Collected data entries
•••

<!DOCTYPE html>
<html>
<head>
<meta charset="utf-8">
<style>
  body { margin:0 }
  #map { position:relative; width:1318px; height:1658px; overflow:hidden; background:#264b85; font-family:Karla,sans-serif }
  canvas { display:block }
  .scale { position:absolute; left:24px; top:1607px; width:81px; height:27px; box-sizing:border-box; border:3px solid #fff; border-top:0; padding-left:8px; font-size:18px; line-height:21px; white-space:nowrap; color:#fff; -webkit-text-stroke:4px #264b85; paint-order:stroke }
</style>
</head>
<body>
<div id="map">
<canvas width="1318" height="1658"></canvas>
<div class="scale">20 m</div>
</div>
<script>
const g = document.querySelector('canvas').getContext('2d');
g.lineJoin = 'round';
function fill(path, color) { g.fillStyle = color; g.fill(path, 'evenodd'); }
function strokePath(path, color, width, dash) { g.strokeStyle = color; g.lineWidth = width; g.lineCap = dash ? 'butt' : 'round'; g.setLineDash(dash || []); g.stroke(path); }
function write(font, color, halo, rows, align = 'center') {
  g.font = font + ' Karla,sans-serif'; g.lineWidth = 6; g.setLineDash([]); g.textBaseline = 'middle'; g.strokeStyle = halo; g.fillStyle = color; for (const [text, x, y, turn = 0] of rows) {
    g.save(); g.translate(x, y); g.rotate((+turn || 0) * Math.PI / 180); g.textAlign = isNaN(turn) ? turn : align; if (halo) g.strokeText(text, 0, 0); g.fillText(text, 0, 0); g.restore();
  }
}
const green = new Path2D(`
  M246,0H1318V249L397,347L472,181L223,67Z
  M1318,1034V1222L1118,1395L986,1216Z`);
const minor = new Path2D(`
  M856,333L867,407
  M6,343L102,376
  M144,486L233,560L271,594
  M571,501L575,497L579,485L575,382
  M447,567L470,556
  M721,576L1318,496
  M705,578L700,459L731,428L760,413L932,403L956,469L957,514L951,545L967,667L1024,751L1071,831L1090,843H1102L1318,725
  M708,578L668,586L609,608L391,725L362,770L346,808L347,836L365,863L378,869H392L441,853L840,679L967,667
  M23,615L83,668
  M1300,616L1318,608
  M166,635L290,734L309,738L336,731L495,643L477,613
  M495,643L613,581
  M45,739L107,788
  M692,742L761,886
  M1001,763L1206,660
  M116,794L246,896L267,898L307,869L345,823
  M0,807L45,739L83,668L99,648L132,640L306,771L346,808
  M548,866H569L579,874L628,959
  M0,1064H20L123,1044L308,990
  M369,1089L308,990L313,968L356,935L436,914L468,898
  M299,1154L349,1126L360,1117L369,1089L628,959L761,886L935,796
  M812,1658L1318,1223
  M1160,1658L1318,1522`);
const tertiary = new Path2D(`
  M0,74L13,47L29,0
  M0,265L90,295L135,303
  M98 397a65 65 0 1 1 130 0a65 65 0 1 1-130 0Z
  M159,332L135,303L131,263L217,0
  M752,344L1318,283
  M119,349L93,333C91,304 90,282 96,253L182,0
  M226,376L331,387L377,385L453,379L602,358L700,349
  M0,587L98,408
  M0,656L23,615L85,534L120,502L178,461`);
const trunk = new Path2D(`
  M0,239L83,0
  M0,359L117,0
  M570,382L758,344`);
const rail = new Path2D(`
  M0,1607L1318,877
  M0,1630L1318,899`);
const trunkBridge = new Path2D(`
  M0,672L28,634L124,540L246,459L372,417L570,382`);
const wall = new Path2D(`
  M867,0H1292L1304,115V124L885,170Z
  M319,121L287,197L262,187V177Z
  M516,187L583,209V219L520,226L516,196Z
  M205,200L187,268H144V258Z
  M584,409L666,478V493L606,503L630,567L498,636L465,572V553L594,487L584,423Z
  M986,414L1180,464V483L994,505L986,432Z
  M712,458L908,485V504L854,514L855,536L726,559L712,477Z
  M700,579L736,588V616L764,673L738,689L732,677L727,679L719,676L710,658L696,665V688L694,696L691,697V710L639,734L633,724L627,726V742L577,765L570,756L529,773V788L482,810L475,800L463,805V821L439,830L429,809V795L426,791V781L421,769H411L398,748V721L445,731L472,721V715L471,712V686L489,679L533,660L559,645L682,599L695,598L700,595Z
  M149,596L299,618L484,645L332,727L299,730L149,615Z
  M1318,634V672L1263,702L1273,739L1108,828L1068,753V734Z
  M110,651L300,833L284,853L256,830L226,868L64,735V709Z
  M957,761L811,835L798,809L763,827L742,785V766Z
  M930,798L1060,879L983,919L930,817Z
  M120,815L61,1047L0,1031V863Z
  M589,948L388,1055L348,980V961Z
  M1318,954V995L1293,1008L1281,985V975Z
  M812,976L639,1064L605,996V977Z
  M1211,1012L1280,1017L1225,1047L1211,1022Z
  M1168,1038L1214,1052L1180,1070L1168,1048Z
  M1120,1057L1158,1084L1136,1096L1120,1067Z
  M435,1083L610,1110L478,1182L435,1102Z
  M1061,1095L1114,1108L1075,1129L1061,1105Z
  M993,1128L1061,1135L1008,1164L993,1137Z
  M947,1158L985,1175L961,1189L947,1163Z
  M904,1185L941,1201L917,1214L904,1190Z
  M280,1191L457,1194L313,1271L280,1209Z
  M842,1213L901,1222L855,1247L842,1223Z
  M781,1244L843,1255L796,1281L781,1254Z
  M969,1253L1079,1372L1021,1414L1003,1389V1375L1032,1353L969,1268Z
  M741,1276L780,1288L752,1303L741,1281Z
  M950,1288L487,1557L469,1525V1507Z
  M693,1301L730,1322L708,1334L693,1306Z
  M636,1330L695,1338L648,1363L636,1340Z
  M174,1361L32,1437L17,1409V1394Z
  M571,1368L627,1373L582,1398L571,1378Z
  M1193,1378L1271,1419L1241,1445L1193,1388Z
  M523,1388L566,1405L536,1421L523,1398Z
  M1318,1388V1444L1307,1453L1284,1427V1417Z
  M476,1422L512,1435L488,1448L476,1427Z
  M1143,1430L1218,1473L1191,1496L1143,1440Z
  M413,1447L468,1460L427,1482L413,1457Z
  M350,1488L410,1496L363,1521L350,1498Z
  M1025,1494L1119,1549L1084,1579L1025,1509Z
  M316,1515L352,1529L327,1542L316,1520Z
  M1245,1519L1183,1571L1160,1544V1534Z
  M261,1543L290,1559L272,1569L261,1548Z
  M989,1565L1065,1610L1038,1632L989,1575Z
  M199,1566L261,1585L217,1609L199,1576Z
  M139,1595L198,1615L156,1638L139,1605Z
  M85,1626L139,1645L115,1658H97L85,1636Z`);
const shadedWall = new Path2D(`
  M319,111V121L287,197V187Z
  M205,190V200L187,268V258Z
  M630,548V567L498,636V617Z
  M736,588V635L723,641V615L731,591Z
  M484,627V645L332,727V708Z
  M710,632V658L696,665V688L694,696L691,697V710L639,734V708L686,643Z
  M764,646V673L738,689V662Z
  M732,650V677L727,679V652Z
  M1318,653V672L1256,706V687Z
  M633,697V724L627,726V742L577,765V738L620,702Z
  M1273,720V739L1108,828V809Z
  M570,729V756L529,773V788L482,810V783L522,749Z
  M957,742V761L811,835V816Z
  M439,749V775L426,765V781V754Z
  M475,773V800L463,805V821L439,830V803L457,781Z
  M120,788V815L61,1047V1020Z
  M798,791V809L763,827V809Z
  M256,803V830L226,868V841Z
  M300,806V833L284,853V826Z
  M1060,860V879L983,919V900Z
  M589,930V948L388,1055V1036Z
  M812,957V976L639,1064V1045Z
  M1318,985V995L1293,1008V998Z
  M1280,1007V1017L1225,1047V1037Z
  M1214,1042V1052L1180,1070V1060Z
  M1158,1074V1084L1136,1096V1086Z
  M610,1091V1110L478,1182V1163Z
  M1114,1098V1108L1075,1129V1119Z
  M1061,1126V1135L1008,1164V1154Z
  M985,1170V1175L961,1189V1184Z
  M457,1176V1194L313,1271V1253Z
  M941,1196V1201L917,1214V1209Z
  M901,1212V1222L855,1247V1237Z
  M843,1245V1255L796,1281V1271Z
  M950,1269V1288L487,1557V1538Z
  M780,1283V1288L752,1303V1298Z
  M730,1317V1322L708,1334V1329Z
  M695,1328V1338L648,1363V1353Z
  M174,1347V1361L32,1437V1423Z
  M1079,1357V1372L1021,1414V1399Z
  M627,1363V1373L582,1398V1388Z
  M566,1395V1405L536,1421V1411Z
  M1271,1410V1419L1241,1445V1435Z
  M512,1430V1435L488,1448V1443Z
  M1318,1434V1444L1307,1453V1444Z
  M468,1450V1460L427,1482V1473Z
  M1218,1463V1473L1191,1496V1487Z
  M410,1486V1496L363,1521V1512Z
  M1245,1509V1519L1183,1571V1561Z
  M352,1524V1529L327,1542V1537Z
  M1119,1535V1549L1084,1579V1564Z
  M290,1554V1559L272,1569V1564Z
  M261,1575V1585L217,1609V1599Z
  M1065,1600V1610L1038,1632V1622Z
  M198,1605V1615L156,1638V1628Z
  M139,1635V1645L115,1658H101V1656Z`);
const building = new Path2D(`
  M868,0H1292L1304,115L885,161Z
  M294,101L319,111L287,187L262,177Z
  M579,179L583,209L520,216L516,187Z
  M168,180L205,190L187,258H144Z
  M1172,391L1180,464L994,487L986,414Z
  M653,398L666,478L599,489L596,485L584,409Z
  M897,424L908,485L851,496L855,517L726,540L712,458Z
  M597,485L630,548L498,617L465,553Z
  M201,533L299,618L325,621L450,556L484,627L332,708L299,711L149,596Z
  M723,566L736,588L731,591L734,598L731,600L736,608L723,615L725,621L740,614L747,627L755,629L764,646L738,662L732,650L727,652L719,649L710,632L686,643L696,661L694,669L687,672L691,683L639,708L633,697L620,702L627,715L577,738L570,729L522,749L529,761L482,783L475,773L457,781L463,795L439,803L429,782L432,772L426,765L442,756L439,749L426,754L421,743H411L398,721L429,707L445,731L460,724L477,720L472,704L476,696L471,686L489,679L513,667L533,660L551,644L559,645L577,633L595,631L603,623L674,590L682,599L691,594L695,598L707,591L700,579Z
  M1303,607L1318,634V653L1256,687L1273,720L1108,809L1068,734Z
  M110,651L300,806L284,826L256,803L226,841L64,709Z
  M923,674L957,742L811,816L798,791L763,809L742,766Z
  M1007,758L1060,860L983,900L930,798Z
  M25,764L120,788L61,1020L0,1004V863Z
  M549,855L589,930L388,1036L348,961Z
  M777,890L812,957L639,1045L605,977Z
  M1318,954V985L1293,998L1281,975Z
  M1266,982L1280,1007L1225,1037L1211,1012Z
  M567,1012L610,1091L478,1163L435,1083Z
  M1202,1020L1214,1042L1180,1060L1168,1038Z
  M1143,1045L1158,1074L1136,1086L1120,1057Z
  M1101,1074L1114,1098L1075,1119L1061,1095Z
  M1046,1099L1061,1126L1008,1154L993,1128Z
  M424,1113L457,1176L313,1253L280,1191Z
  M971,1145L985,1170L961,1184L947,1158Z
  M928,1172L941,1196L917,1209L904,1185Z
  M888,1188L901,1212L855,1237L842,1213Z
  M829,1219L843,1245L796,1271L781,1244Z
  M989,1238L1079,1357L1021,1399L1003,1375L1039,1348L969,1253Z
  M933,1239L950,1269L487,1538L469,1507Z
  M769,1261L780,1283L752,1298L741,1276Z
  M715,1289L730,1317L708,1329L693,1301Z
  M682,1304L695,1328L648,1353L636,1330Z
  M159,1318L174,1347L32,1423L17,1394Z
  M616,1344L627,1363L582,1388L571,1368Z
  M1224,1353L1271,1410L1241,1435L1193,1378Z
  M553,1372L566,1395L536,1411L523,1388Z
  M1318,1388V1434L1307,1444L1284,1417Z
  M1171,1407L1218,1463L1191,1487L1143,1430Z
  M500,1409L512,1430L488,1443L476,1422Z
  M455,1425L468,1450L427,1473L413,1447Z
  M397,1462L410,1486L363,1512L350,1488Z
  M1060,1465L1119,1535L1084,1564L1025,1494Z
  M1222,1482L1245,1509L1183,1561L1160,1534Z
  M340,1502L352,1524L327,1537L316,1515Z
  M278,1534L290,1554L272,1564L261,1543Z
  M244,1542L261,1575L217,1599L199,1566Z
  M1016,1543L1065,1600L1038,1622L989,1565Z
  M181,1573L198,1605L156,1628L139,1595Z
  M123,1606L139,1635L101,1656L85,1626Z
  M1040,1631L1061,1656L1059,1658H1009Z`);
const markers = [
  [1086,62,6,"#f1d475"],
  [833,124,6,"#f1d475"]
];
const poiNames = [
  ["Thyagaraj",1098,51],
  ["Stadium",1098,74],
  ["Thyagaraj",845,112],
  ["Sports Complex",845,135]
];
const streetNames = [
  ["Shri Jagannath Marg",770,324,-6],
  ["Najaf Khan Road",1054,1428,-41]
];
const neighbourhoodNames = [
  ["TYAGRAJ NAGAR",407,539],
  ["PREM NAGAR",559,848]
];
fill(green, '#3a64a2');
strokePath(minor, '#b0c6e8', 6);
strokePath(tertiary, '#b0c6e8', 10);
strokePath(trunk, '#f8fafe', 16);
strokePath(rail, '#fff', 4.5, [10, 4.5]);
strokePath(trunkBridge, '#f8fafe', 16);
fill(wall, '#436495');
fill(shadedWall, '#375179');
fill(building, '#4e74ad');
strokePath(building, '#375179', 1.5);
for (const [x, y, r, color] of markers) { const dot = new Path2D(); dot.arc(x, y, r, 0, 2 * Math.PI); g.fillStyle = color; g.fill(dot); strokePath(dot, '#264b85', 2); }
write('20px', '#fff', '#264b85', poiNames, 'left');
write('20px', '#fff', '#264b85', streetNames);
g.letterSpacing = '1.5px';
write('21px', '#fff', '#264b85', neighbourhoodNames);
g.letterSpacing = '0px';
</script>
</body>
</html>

•••

**REQUIRED WORK:** All that is needed is the opening run of the data, given again exactly: please include every line from the first through the line with "M299,1154L349,1126L360,1117L369,1089L628,959L761,886L935,796", both ends kept.

**ANSWER:**
<!DOCTYPE html>
<html>
<head>
<meta charset="utf-8">
<style>
  body { margin:0 }
  #map { position:relative; width:1318px; height:1658px; overflow:hidden; background:#264b85; font-family:Karla,sans-serif }
  canvas { display:block }
  .scale { position:absolute; left:24px; top:1607px; width:81px; height:27px; box-sizing:border-box; border:3px solid #fff; border-top:0; padding-left:8px; font-size:18px; line-height:21px; white-space:nowrap; color:#fff; -webkit-text-stroke:4px #264b85; paint-order:stroke }
</style>
</head>
<body>
<div id="map">
<canvas width="1318" height="1658"></canvas>
<div class="scale">20 m</div>
</div>
<script>
const g = document.querySelector('canvas').getContext('2d');
g.lineJoin = 'round';
function fill(path, color) { g.fillStyle = color; g.fill(path, 'evenodd'); }
function strokePath(path, color, width, dash) { g.strokeStyle = color; g.lineWidth = width; g.lineCap = dash ? 'butt' : 'round'; g.setLineDash(dash || []); g.stroke(path); }
function write(font, color, halo, rows, align = 'center') {
  g.font = font + ' Karla,sans-serif'; g.lineWidth = 6; g.setLineDash([]); g.textBaseline = 'middle'; g.strokeStyle = halo; g.fillStyle = color; for (const [text, x, y, turn = 0] of rows) {
    g.save(); g.translate(x, y); g.rotate((+turn || 0) * Math.PI / 180); g.textAlign = isNaN(turn) ? turn : align; if (halo) g.strokeText(text, 0, 0); g.fillText(text, 0, 0); g.restore();
  }
}
const green = new Path2D(`
  M246,0H1318V249L397,347L472,181L223,67Z
  M1318,1034V1222L1118,1395L986,1216Z`);
const minor = new Path2D(`
  M856,333L867,407
  M6,343L102,376
  M144,486L233,560L271,594
  M571,501L575,497L579,485L575,382
  M447,567L470,556
  M721,576L1318,496
  M705,578L700,459L731,428L760,413L932,403L956,469L957,514L951,545L967,667L1024,751L1071,831L1090,843H1102L1318,725
  M708,578L668,586L609,608L391,725L362,770L346,808L347,836L365,863L378,869H392L441,853L840,679L967,667
  M23,615L83,668
  M1300,616L1318,608
  M166,635L290,734L309,738L336,731L495,643L477,613
  M495,643L613,581
  M45,739L107,788
  M692,742L761,886
  M1001,763L1206,660
  M116,794L246,896L267,898L307,869L345,823
  M0,807L45,739L83,668L99,648L132,640L306,771L346,808
  M548,866H569L579,874L628,959
  M0,1064H20L123,1044L308,990
  M369,1089L308,990L313,968L356,935L436,914L468,898
  M299,1154L349,1126L360,1117L369,1089L628,959L761,886L935,796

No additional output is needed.